Kathleen rolled her eyes, then extended her hand. Juliette threaded her fingers through her cousin’s, immediately less burdened, the tension in her body softening.

“Are you still following the Communists?” Kathleen asked.

“No, we—” Juliette paused, her pulse jumping. Quickly, she corrected, “I’m waiting on more confirmation before I make any accusations.”

Kathleen nodded. “Fair.” She flipped another page in her magazine with her other hand. When she had flipped three and Juliette had not said anything more, opting to stare at her ceiling instead, Kathleen wrinkled her nose.

“What’s wrong with you?”

“Trying to mentally organize my time,” Juliette replied wryly. She pulled her hand away and rolled over, squinting at the little clock ticking on her vanity. “I need a favor.”

Kathleen closed her magazine. “Go on.”

“I need all the information there is on a man named Archibald Welch. I need to know how to find him.”

“And is there a reason?” Kathleen asked. Though she questioned, she was already getting off the bed, grabbing her nearby coat and shrugging it on.

“He may have the Larkspur’s true identity.”

Kathleen pulled at her coat collar, then tugged out the hair that had gotten caught inside. “I’ll send a messenger over with whatever I find. Do you need it before your meeting?”

“That would be optimal, yes.”

Kathleen mocked a salute. She moved fast, her objective square in her head, but just as she came to the doorway, Juliette called, “Wait.”

Kathleen paused.

A beat passed. Juliette sat up straighter, drawing her knees to her chest. “Thank you,” she said, her voice suddenly shaky. “For sticking by me. Even when you disapprove.” Even when my hands are dripping with blood.

Kathleen almost seemed amused. Slowly, she came back into the room and settled into a delicate crouch before her cousin.

“I get the feeling you think I’m a little judgmental of all you do.”

Juliette shrugged. Earnestly, she asked, “Aren’t you?”

“Juliette, come on.” Kathleen got out of her crouch, opting to sit beside her cousin instead. “Do you remember Rosalind’s friend? The annoying one?”

Juliette wasn’t sure where this was going, but she searched her memory anyway, sifting through the few friends she remembered Rosalind to have had.

She came up blank.

“Was this before we all left for the West or the first time I came back?”

“The first time you came back.

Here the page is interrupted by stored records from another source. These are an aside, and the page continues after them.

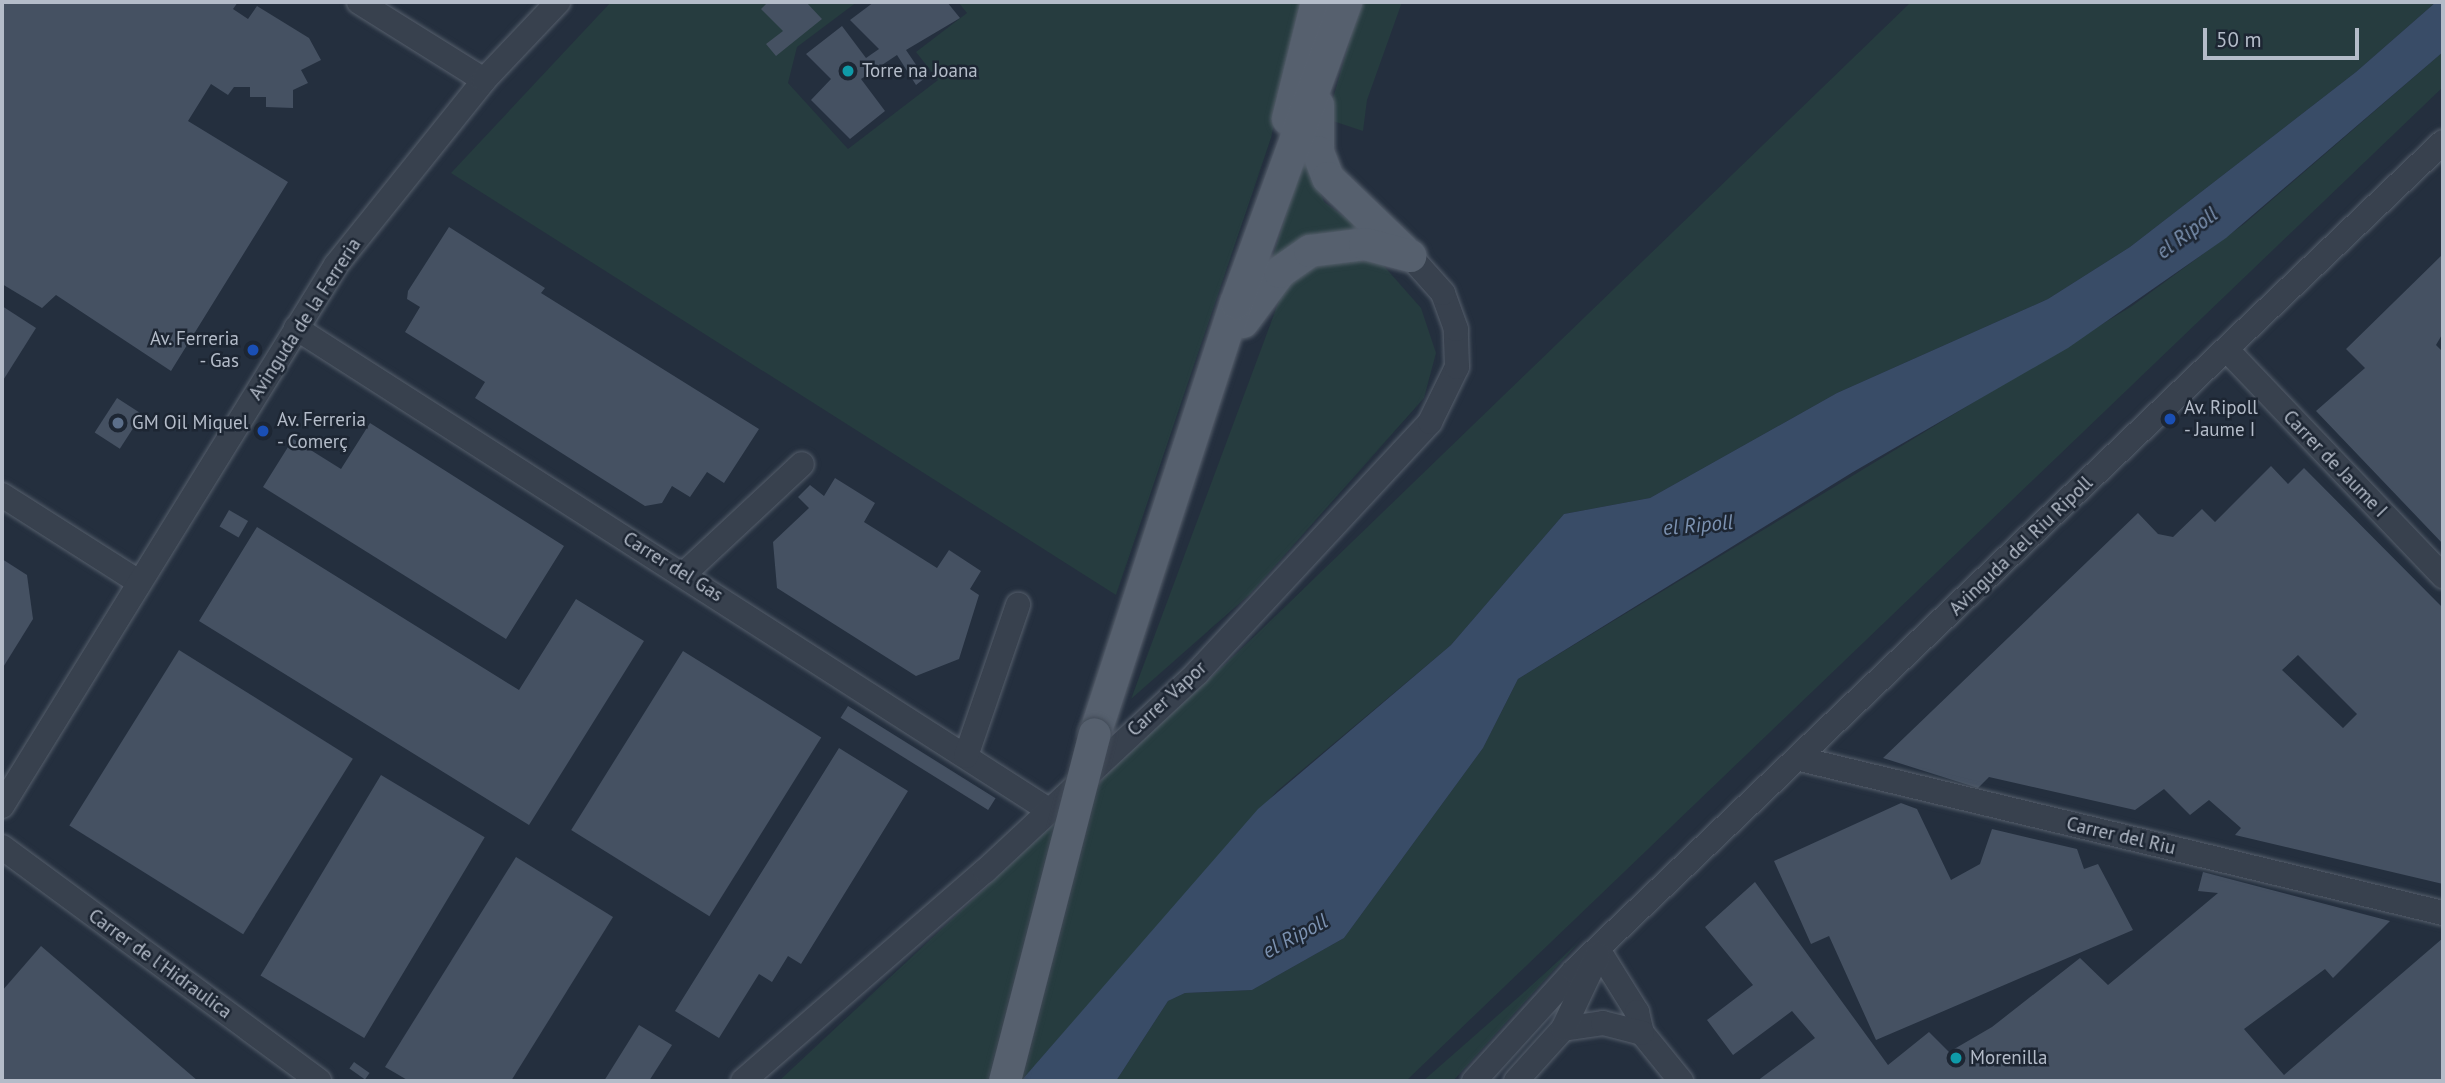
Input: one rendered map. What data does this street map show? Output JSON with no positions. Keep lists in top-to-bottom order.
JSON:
{
  "streets": {
    "street": [
      "Avinguda de la Ferreria",
      "Carrer de Jaume I",
      "Avinguda del Riu Ripoll",
      "Carrer del Gas",
      "Carrer Vapor",
      "Carrer del Riu",
      "Carrer de l'Hidraulica"
    ]
  },
  "crossings": [
    ["Avinguda de la Ferreria", "Carrer del Gas"],
    ["Carrer de Jaume I", "Avinguda del Riu Ripoll"],
    ["Avinguda del Riu Ripoll", "Carrer del Riu"],
    ["Carrer del Gas", "Carrer Vapor"]
  ],
  "water": ["el Ripoll"],
  "places": [
    "Torre na Joana",
    "Av. Ferreria - Gas",
    "Av. Ripoll - Jaume I",
    "GM Oil Miquel",
    "Av. Ferreria - Comerç",
    "Morenilla"
  ],
  "scale_bar": "50 m"
}
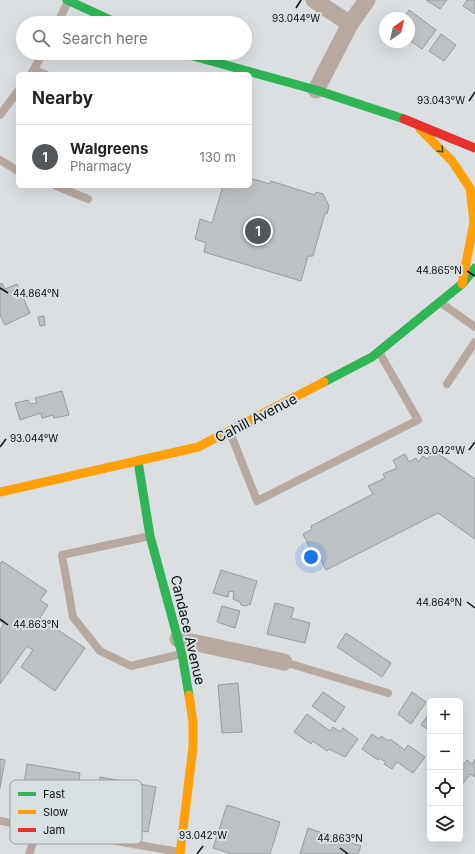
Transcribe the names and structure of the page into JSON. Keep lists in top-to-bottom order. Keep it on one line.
{"streets":{"street":["Cahill Avenue","Candace Avenue"]},"crossings":[["Cahill Avenue","Candace Avenue"]],"legend":["Fast","Slow","Jam"],"north":"top right","page":{"search":"Search here","heading":"Nearby","list":[{"mark":"1","name":"Walgreens","note":"Pharmacy","value":"130 m"}],"pins":"1","map_buttons":["+","−"]},"coordinates":["93.044°W","93.043°W","44.865°N","44.864°N","93.042°W","44.863°N"]}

Rosalind was working at the burlesque club already.”

By the look of Juliette’s constipated expression, Kathleen figured she wasn’t remembering.

“Her name was some gemstone,” Kathleen kept trying. “I can’t remember exactly what, but… Ruby? Sapphire? Emerald?”

It clicked suddenly. A suppressed laugh escaped from Juliette, and then Kathleen—even as she tried to clamp her lips together—was laughing too, though the memory was hardly something to be humored over.

“Amethyst,” Juliette said. “It was Amethyst.”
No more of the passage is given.